[V5,1/5] workqueues: Introduce new flag WQ_POWER_EFFICIENT for power oriented workqueues

Message ID CAKohpo=U5OqN7SM7XyOWv-WoUHOoJvGc6wcGH61+uikPK3novg@mail.gmail.com
State Accepted
Headers show

Commit Message

Viresh Kumar April 25, 2013, 3:43 a.m.
On 25 April 2013 09:00, Amit Kucheria <amit.kucheria@linaro.org> wrote:
> Yes. That was my intention - preventing a prompt on existing defconfigs and
> there by maintaining current behavior.

Hmm... Following is the version after fixing all problems you reported.
@Tejun: I have attached it too as gmail's copy-paste may break it. Please
consider applying this series if it looks fine to you.


---------------x----------------x---------------------

From: Viresh Kumar <viresh.kumar@linaro.org>
Date: Mon, 8 Apr 2013 16:45:40 +0530
Subject: [PATCH V5 1/5] workqueues: Introduce new flag WQ_POWER_EFFICIENT for
 power oriented workqueues

Workqueues can be performance or power-oriented. Currently, most workqueues are
bound to the CPU they were created on. This gives good performance (due to cache
effects) at the cost of potentially waking up otherwise idle cores just to
process some work.
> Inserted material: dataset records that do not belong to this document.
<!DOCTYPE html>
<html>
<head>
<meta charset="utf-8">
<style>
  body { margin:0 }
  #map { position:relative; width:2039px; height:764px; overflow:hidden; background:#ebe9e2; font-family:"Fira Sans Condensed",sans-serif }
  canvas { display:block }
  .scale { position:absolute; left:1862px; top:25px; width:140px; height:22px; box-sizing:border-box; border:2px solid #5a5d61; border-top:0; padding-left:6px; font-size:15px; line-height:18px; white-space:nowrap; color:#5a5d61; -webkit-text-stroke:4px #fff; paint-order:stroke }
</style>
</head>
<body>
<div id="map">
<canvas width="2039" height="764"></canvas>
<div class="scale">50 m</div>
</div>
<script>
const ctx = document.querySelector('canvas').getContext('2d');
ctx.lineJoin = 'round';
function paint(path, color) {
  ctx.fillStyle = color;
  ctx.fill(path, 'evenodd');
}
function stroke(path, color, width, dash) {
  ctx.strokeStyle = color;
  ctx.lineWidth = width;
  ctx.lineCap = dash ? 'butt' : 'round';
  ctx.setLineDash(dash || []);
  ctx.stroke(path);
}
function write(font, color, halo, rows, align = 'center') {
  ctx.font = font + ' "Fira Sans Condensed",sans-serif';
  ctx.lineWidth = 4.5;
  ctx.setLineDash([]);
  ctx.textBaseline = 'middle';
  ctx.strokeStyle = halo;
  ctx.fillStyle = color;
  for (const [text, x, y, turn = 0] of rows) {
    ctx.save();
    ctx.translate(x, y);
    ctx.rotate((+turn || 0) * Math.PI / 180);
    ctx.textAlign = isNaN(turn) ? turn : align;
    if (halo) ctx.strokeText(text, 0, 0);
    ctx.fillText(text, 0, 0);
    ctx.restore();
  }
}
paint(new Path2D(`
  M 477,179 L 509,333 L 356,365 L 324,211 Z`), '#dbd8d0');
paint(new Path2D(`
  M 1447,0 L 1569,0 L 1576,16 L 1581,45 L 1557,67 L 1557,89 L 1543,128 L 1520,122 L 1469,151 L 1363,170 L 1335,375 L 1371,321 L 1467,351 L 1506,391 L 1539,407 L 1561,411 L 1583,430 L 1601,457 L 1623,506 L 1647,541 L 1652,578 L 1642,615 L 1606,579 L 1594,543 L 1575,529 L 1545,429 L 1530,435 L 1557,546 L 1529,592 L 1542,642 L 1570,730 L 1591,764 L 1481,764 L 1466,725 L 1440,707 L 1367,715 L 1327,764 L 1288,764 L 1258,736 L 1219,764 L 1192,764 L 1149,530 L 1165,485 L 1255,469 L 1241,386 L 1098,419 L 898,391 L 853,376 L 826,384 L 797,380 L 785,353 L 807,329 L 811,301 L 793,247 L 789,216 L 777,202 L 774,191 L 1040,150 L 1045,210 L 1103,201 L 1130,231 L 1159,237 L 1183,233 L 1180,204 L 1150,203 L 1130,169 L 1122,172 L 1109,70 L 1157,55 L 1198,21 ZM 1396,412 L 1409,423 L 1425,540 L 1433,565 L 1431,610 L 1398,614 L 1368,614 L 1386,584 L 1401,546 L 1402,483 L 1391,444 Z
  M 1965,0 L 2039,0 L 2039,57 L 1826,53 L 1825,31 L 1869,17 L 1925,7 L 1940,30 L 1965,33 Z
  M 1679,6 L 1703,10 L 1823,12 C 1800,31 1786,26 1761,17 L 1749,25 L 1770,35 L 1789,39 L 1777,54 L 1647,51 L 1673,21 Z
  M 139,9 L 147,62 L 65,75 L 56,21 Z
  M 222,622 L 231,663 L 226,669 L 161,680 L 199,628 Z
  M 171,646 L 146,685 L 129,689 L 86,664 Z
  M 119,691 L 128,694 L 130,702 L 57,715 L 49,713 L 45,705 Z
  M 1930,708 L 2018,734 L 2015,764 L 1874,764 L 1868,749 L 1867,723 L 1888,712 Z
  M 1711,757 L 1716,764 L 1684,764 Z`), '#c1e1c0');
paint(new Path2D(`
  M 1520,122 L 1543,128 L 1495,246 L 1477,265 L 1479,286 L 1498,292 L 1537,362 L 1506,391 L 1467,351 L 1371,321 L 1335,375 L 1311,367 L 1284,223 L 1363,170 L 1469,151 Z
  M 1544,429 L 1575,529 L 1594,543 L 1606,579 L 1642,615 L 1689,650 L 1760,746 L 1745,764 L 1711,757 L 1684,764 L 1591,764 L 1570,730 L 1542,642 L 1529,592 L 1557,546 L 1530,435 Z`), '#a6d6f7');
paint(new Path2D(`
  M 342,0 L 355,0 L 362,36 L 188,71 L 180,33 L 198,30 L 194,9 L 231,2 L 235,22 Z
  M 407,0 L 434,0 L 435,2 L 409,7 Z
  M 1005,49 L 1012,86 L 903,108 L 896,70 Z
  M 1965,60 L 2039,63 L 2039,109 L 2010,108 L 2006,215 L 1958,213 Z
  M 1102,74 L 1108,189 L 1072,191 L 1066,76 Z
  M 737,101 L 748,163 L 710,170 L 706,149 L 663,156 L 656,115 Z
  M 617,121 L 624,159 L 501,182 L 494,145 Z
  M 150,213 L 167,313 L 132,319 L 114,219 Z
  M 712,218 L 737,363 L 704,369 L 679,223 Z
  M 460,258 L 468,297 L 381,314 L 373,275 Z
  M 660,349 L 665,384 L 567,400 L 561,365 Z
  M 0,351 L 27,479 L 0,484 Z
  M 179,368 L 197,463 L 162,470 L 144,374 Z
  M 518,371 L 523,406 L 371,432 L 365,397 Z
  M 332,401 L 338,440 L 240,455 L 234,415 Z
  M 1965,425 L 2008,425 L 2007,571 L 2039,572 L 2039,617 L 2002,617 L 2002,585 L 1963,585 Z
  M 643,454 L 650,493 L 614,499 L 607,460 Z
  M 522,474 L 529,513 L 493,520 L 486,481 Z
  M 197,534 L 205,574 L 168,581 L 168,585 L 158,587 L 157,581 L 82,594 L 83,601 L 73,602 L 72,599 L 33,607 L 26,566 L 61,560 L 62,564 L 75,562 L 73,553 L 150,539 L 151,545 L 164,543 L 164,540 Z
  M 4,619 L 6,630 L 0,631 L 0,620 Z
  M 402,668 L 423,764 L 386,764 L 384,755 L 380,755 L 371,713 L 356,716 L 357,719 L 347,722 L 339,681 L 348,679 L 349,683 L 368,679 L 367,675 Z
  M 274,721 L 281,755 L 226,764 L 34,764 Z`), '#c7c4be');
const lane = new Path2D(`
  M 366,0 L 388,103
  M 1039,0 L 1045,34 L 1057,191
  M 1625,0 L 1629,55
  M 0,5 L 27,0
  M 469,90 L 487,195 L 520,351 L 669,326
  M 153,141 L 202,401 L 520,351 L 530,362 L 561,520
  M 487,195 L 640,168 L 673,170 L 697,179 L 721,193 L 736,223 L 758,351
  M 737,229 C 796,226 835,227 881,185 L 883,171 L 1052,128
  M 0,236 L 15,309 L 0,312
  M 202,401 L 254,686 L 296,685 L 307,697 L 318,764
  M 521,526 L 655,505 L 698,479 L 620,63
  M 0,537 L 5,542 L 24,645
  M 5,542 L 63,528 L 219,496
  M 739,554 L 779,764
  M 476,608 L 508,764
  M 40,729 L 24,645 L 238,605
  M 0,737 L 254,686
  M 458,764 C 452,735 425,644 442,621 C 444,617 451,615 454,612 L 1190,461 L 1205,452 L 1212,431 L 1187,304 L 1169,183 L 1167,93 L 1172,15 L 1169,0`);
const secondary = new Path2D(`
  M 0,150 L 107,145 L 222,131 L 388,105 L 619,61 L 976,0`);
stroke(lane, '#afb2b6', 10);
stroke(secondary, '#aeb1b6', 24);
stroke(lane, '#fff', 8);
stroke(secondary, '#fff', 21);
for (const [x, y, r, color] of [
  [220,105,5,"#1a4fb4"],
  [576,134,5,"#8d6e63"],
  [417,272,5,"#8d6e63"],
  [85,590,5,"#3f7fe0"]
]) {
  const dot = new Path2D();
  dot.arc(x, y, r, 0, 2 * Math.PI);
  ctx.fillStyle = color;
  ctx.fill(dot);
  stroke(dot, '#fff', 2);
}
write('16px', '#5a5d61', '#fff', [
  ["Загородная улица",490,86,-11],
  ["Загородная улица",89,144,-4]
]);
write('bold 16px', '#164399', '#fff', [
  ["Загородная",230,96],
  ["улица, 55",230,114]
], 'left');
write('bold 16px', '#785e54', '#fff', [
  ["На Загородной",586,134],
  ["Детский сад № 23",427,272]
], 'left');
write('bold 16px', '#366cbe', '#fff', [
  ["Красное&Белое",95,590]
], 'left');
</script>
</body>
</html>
To save power, we can allow the work to be rescheduled on a
core that is already awake.

Workqueues created with the WQ_UNBOUND flag will allow some power savings.
However, we don't change the default behaviour of the system.  To enable
power-saving behaviour, a new config option CONFIG_WQ_POWER_EFFICIENT needs to
be turned on. This option can also be overridden by the
workqueue.power_efficient boot parameter.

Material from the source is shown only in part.